A document filed with the USPTO in which a patent applicant agrees that the term of a patent will end no later than the expiration of an earlier related patent. Terminal disclaimers are commonly required to overcome an "obviousness-type double patenting" rejection — which occurs when two related patents claim inventions that aren't patentably distinct from each other.

Trademark

A word, phrase, logo, symbol, or trade dress that identifies the source of goods or services and distinguishes them from those of competitors. Trademarks protect brand identity, not inventions. Unlike patents, trademarks can theoretically last forever as long as the mark is used in commerce and renewals are filed. Federal registration at the USPTO provides nationwide rights and the right to use the ® symbol.

Abstract

A brief summary (300 words or fewer) that appears at the top of every patent. The abstract describes what the invention does in general terms. Legally, it has almost no weight — courts use the claims to determine what a patent covers, not the abstract. The abstract is useful mainly for quickly scanning patents during a prior art search.

Anticipation

A legal standard for rejecting a patent claim. If every element of a claim was already disclosed in a single prior art reference — in a patent, article, or product — the claim is "anticipated" and cannot be patented. Anticipation requires a single source to contain every element; if you need two sources, it's an obviousness argument, not anticipation.

Appeal

A request to have a patent examiner's rejection reviewed by a higher authority. After receiving multiple rejections, an applicant can appeal to the Patent Trial and Appeal Board (PTAB) within the USPTO, and from there to federal court.

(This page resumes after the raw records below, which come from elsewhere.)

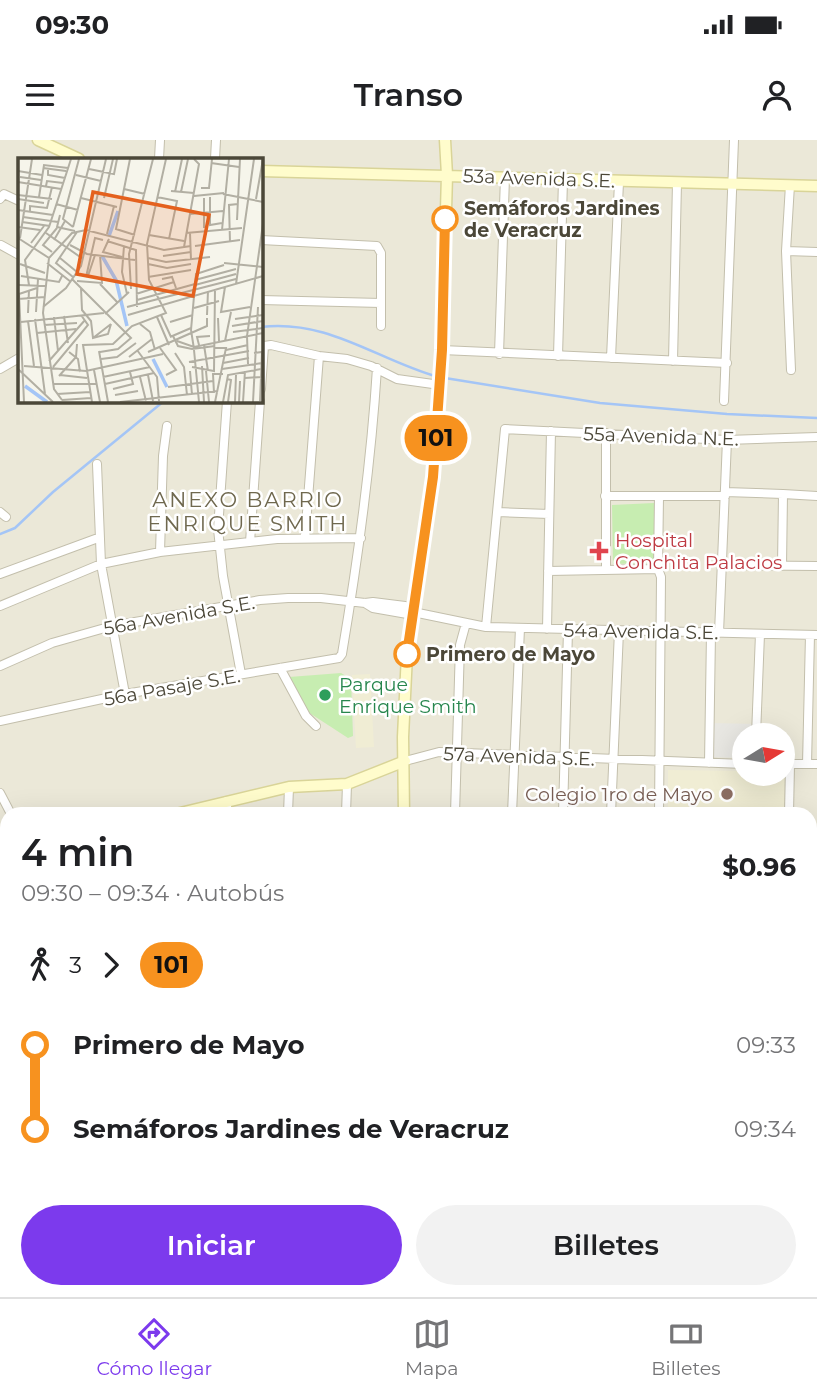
<!DOCTYPE html>
<html lang="es">
<head>
<meta charset="utf-8">
<style>
  :root { --surface:#fff; --page:#f2f2f2; --text:#202124; --muted:#757577; --line:#e0e0e0; --accent:#7c3aed }
  body { margin:0; font-family:Montserrat,sans-serif; background:var(--page); color:var(--text); height:100vh; display:flex; flex-direction:column; font-size:26px; white-space:nowrap }
  * { box-sizing:border-box; margin:0 }
  p { font-size:23px; color:var(--muted) }
  .icon { flex:none; width:38px; height:38px; fill:none; stroke:currentColor; stroke-width:2; stroke-linecap:round; stroke-linejoin:round }
  .map { position:relative; flex:1; overflow:hidden }
  .side { position:absolute; left:0px; top:667px; width:817px; height:492px; display:flex; flex-direction:column; background:var(--surface); border-radius:21px 21px 0 0; box-shadow:0 7px 28px #0002 }
  .side>* { flex:none }
  .badge { padding:0 14px; border-radius:23px; font-size:24px; line-height:46px }
  .needle { width:46px; rotate:79deg }
  .tools { position:absolute; left:732px; top:583px; display:grid; gap:14px }
  .tools a { display:grid; place-items:center; width:63px; height:63px; border-radius:50%; background:var(--surface); box-shadow:0 7px 28px #0002; font-size:35px }
  .map>.badge { position:absolute; translate:-50% -50%; box-shadow:0 0 0 4px #fff }
  .legs { display:flex; align-items:center; gap:10px; height:77px; padding:0 21px; font-size:23px }
  .legs p { margin-inline-start:auto }
  .head { display:flex; align-items:center; justify-content:space-between; height:119px; padding:0 21px }
  h1 { font-size:38px; font-weight:600; line-height:52px }
  .action { display:flex; gap:14px; margin-top:auto; padding:14px 21px }
  .action a { flex:1; height:80px; border-radius:42px; background:var(--accent); color:#fff; font-size:28px; font-weight:600; line-height:80px; text-align:center }
  .action a+a { background:var(--page); color:var(--text) }
  ul { padding:0 21px; list-style:none }
  li { display:flex; align-items:center; gap:24px; height:84px; font-size:26px }
  li i { display:grid; place-items:center; width:10px; height:100%; margin:0 9px; background:currentColor }
  li i::after { content:''; width:18px; height:18px; margin:-9px; border:5px solid; border-radius:50%; background:var(--surface) }
  li p { margin-inline-start:auto }
  li:first-child i { background:linear-gradient(#0000 50%,currentColor 0) }
  li:last-child i { background:linear-gradient(currentColor 50%,#0000 0) }
  .status { display:flex; justify-content:space-between; align-items:center; height:49px; padding:0 35px; background:var(--surface); direction:ltr }
  .status svg { height:19px; fill:currentColor }
  header { display:flex; justify-content:space-between; align-items:center; height:91px; padding:0 21px; background:var(--surface); font-size:32px; font-weight:600 }
  .tabs { display:flex; justify-content:space-around; align-items:center; height:98px; border-top:2px solid var(--line); background:var(--surface); font-size:19px; color:var(--muted) }
  .tabs a { display:grid; justify-items:center; gap:4px }
  .tabs .on { color:var(--accent) }
  .map>svg:first-child { display:block }
</style>
</head>
<body>
<div class="status"><b>09:30</b><svg viewBox="0 0 49 12"><path d="M0 12V9h3v3zM5 12V6h3v6zM10 12V3h3v9zM15 12V0h3v12zM26 1h20v11H26zM47 4h2v5h-2z"/></svg></div>
<header><svg class="icon" aria-label="menu" viewBox="0 0 24 24"><path d="M4 6h16M4 12h16M4 18h16"/></svg>Transo<svg class="icon" aria-label="person" viewBox="0 0 24 24"><circle cx="12" cy="8" r="4"/><path d="M4 21q1-7 8-7t8 7"/></svg></header>
<div class="map">
<svg width="817" height="1157" viewBox="0 0 817 1157">
  <rect width="100%" height="100%" fill="#f6f5eb"/>
  <path fill="#ebe8d8" fill-rule="evenodd" d="M0,0H817V1157H0ZM19,19H261V261H19ZM744,595H782V634H744ZM7,674H810V1152H7Z"/>
  <path fill="#f0edd4" d="M370,534L374,607L356,608L352,535Z
    M668,630L744,631V634H782V631H787L786,674H668Z"/>
  <path fill="#c7edb1" d="M654,363L655,423L613,424L612,365Z
    M341,533L351,539L353,596L348,598L308,572L289,537Z
    M810,1111H812L817,1126V1156L662,1157L661,1152H810Z
    M549,1152H618L619,1157H550Z"/>
  <path fill="#e8e7e2" d="M709,583L757,584V595H744V618L708,617Z"/>
  <g fill="none" stroke-linecap="round" stroke-linejoin="round">
    <path stroke="#a4c5f6" stroke-width="2.5" d="M261,187C329,179 377,220 438,237
      M445,238L600,263L727,274L817,278
      M0,394L15,388L53,352L164,261"/>
    <defs>
      <path id="street" d="M159,19L160,0
        M215,19L216,0
        M790,45L786,111L791,230
        M0,59L4,54L19,61
        M261,100L377,106L381,113V186
        M1,105L19,115
        M786,111L817,112
        M261,160L381,163
        M442,210L727,223
        M499,214L505,37
        M558,216L563,40
        M611,218L619,42
        M673,221L677,43
        M0,229L19,218
        M261,249L264,206L271,205L319,216L347,219L371,226L397,239L440,245
        M227,261L218,389L223,436L241,534
        M724,261L734,0
        M606,293V429
        M97,324L101,424L125,554
        M725,352L783,354L782,426
        M783,354L817,356
        M605,356H725
        M0,372L6,377
        M498,372L549,374
        M305,398L319,216
        M250,402L260,261
        M160,412L163,316L167,286
        M722,425L817,426
        M548,431L658,429
        M0,434L98,398
        M365,463L373,468L413,475L418,473L486,487L817,495
        M0,466L101,424L160,412L277,399L361,398
        M486,487L505,289L727,300L817,297
        M547,489L551,291
        M719,493L727,300
        M0,526L52,503L112,486L260,460L288,458H321L365,463L373,462L405,466L416,471
        M280,528L306,576L316,586
        M0,581L125,554L339,518L342,514C358,419 371,325 377,228
        M756,595L760,494
        M405,621L439,612L744,624
        M709,623L711,493
        M782,624H817
        M807,624L810,495
        M0,653L11,674
        M227,674V661
        M288,674L289,647
        M346,674L347,644
        M455,674L460,505L466,483
        M512,674L520,488
        M563,674L568,490
        M611,674L619,491
        M659,674L661,437L658,429L659,357
        M789,674L790,624
        M810,741H817
        M0,762L7,775
        M810,824H817
        M0,864L7,859
        M0,885L7,898
        M0,1016L7,1030
        M810,1058L817,1082
        M810,1106L817,1105
        M0,1137L7,1151
        M65,1152L68,1157
        M166,1152L168,1157
        M233,1152L236,1157
        M395,1152L397,1157
        M510,1152L512,1157
        M653,1152L655,1157
        M78,1157L124,1152
        M282,1157L305,1152
        M479,1157L499,1152"/>
      <path id="secondary" d="M38,0L79,19
        M261,31L817,46
        M176,674L289,647L347,644L405,621
        M404,674L403,597L407,514L433,337L442,210L447,35L445,0
        M0,757L7,751
        M810,974H817"/>
    </defs>
    <use href="#street" stroke="#c3bfac" stroke-width="10"/>
    <use href="#secondary" stroke="#d9d498" stroke-width="13"/>
    <use href="#street" stroke="#fff" stroke-width="8"/>
    <use href="#secondary" stroke="#fffccc" stroke-width="10"/>
  </g>
  <g fill="none" stroke-linecap="round" stroke-linejoin="round">
    <defs>
      <path id="line-1" d="M407,514L433,337L442,210L445,79"/>
    </defs>
    <use href="#line-1" stroke="#fff" stroke-width="16"/>
    <use href="#line-1" stroke="#f7921f" stroke-width="10"/>
  </g>
  <g fill="#fff" stroke="#f7921f" stroke-width="3.5">
    <circle cx="445" cy="79" r="12"/>
    <circle cx="407" cy="514" r="12"/>
  </g>
  <path fill="#e0444e" stroke="#fff" stroke-width="2.5" d="M595.5 400.5h7v7h7v7h-7v7h-7v-7h-7v-7h7z"/>
  <circle fill="#2e9e5b" stroke="#fff" stroke-width="2.5" cx="325" cy="555" r="7"/>
  <circle fill="#8d6e63" stroke="#fff" stroke-width="2.5" cx="727" cy="654" r="7"/>
  <g text-anchor="middle" stroke-width="5" stroke-linejoin="round" paint-order="stroke">
    <g font-size="19" fill="#4b4738" stroke="#fff">
      <text transform="translate(539 38) rotate(2)" y="7">53a Avenida S.E.</text>
      <text transform="translate(661 296) rotate(2)" y="7">55a Avenida N.E.</text>
      <text transform="translate(179 475) rotate(-10)" y="7">56a Avenida S.E.</text>
      <text transform="translate(641 491) rotate(1)" y="7">54a Avenida S.E.</text>
      <text transform="translate(172 547) rotate(-10)" y="7">56a Pasaje S.E.</text>
      <text transform="translate(519 616) rotate(2)" y="7">57a Avenida S.E.</text>
    </g>
    <g font-size="19" font-weight="bold" fill="#4b4738" stroke="#fff" text-anchor="start">
      <text x="464" y="75">Semáforos Jardines<tspan x="464" dy="22">de Veracruz</tspan></text>
      <text x="426" y="521">Primero de Mayo</text>
    </g>
    <g font-size="19" fill="#be3a42" stroke="#fff" text-anchor="start">
      <text x="615" y="407">Hospital<tspan x="615" dy="22">Conchita Palacios</tspan></text>
    </g>
    <g font-size="19" fill="#27864d" stroke="#fff" text-anchor="start">
      <text x="339" y="551">Parque<tspan x="339" dy="22">Enrique Smith</tspan></text>
    </g>
    <g font-size="19" fill="#785e54" stroke="#fff" text-anchor="end">
      <text x="713" y="661">Colegio 1ro de Mayo</text>
    </g>
    <g font-size="21" letter-spacing="2" fill="#6f684e" stroke="#fff">
      <text x="248" y="367">ANEXO BARRIO<tspan x="248" dy="24">ENRIQUE SMITH</tspan></text>
    </g>
  </g>
  <g transform="translate(18 18)">
    <rect width="245" height="245" fill="#f6f5eb"/>
    <path fill="none" stroke="#a4c5f6" stroke-width="3.5" d="M91,78L100,53M84,98L98,122L109,168M135,201L149,229M7,228L29,244"/>
    <path fill="none" stroke="#b2afa3" stroke-width="2" d="M112,1L98,71L117,77M193,5L221,9M25,10L48,13M71,11L96,16L99,1M30,12V17L47,20M0,13L24,17M58,17L83,23M2,19L23,22M0,24L43,31M28,28L29,23L45,25M183,30H191L194,1M106,31L127,36M153,33L176,35M157,34L164,1M163,34L170,1M205,36L245,44M0,37L34,41M176,38L206,35M21,39L26,7L50,10M139,39L159,43L151,81M192,39V67L204,65M63,40L99,49M86,40L95,1M0,41L26,45M238,41L245,1M38,46L60,52M0,52L35,57M12,54V48L29,50L34,29M172,56L205,53M42,57L39,69L57,73M5,59L40,64M219,62L222,1M4,64L32,68M0,69L22,72M55,69L45,61L61,1M55,69L73,1M186,70V40M204,72L211,1M28,75L65,101M168,75L224,70M172,75L173,102M89,76L96,48M131,77L166,83M0,80L31,100M2,80L14,1M91,81L85,94L104,99M36,82L47,63M89,83L118,92L119,149M212,84L211,47L220,46M13,85L26,68M52,87L69,96L117,102M106,88L104,114L109,136M177,88L222,82M166,89L181,6L176,1M34,94L25,87L39,70M145,98L173,94M42,100L59,114M130,100L148,104L192,99M29,105L53,124M206,105L245,109M2,106L27,115M130,106L149,110L173,106M3,118L41,124L44,118M70,118L77,97M55,119L38,105L59,74M68,119L77,80L85,82M130,119L173,112M54,121L113,180L100,191L82,194M144,121L154,119L158,130M177,122L218,111M59,123L84,125L82,97M82,126L100,145M218,126L236,1M1,127L27,128M11,127L7,102L31,69L53,1M177,127L218,116M207,129L203,154L232,149M63,130L64,152L73,163L75,180L90,176L93,166M113,131L111,96L135,1M118,136L156,124M0,141L27,139M119,142L177,126M25,149L48,130L63,108L88,1M109,149L218,121M176,150L201,143M18,154L20,121M10,155L11,132M87,156L111,134M110,157L245,118M143,157L153,179M189,157L190,133M46,158L50,185M36,159L40,193M139,159L151,187M200,160L201,183M17,161L27,236M217,161L245,157M10,163L16,208M3,164L86,155M152,164L175,157M122,166L132,174L137,192M26,167L59,165M214,168L245,163M215,174L245,170M19,175L58,171M155,178L160,188L174,191L197,188M152,179L173,170M75,180L93,166M159,183L176,189L245,175M207,183L213,154M181,187L179,179L192,178M186,187L190,213M142,190L158,212L148,217M196,190H208L197,244M176,191L173,172L178,116L206,107M119,192L139,219L141,243M176,192L181,244M208,192L230,187M81,193L90,244M51,194L60,201L62,214M130,194L189,168V160M157,195L166,209L169,237M111,199L134,181M83,201L99,199L118,185M31,203L67,162M171,204L231,193M205,205L231,200M230,206L229,178L245,66M6,208L68,213L145,196M184,208L186,244M35,209L70,167L63,157M174,209L196,213L197,131M0,211L35,244M204,211L244,205M76,212L82,244M172,213L174,237M188,213L191,244M42,217L69,220M130,217L135,243M41,218L58,199L59,186M85,219L132,209M122,219L128,243M227,220L243,219L244,194L236,195M209,221L213,222L210,244M35,226H79M87,226L136,215M150,229L195,223M95,231L115,226L112,214M196,235L195,216H205M39,236L72,234M97,237L120,233M44,242L36,231L25,155L31,100L54,75L68,72L146,92L173,88M44,242L73,240M242,243L243,219M6,244L1,136L19,130M74,244L65,187L95,186L114,168L148,155L131,122L129,86L148,1M102,244L200,233M205,244L210,217L243,211M217,244L218,217M221,244L222,223M225,244L227,213M235,244L240,149"/>
    <path fill="#e4611e" fill-opacity="0.15" stroke="#e4611e" stroke-width="3.5" d="M75,34L191,57L175,138L59,116Z"/>
    <rect width="245" height="245" fill="none" stroke="#4b4738" stroke-width="3.5"/>
  </g>
</svg>
<div class="tools">
<a><svg class="needle" viewBox="-14 -14 28 28"><path d="M0-13l5 13h-10z" fill="#e53935"/><path d="M0 13l5-13h-10z" fill="#757577"/></svg></a>
</div>
<b class="badge" style="left:436px;top:298px;background:#f7921f;color:#111">101</b>
<section class="side">
<div class="head"><div><h1>4 min</h1><p>09:30 – 09:34 · Autobús</p></div><b>$0.96</b></div>
<div class="legs"><svg class="icon" aria-label="walk" viewBox="0 0 24 24"><circle cx="13" cy="4" r="2"/><path d="M13 8l-2 6 4 7M11 14l-3 7M7 12l3-4h3l4 4"/></svg>3<svg class="icon" aria-label="forward" viewBox="0 0 24 24"><path d="M9 5l7 7-7 7"/></svg><b class="badge" style="background:#f7921f;color:#111">101</b></div>
<ul>
<li><i style="color:#f7921f"></i><b>Primero de Mayo</b><p>09:33</p></li>
<li><i style="color:#f7921f"></i><b>Semáforos Jardines de Veracruz</b><p>09:34</p></li>
</ul>
<div class="action"><a>Iniciar</a><a>Billetes</a></div>
</section>
</div>
<nav class="tabs">
<a class="on"><svg class="icon" aria-label="directions" viewBox="0 0 24 24"><path d="M12 3l9 9-9 9-9-9zM9 14v-3h6M13 9l2 2-2 2"/></svg>Cómo llegar</a>
<a><svg class="icon" aria-label="map" viewBox="0 0 24 24"><path d="M3 6l6-2 6 2 6-2v14l-6 2-6-2-6 2zM9 4v14M15 6v14"/></svg>Mapa</a>
<a><svg class="icon" aria-label="tickets" viewBox="0 0 24 24"><path d="M3 7h18v10H3zM15 7v10"/></svg>Billetes</a>
</nav>
</body>
</html>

Appeals are expensive and slow, but sometimes necessary when an examiner applies the law incorrectly.

Art unit

A group of patent examiners at the USPTO who specialize in a particular technology area. Each application is assigned to the art unit whose examiners are trained in the relevant field. The art unit assignment matters because examiner expertise — and rejection rates — vary significantly across technology areas.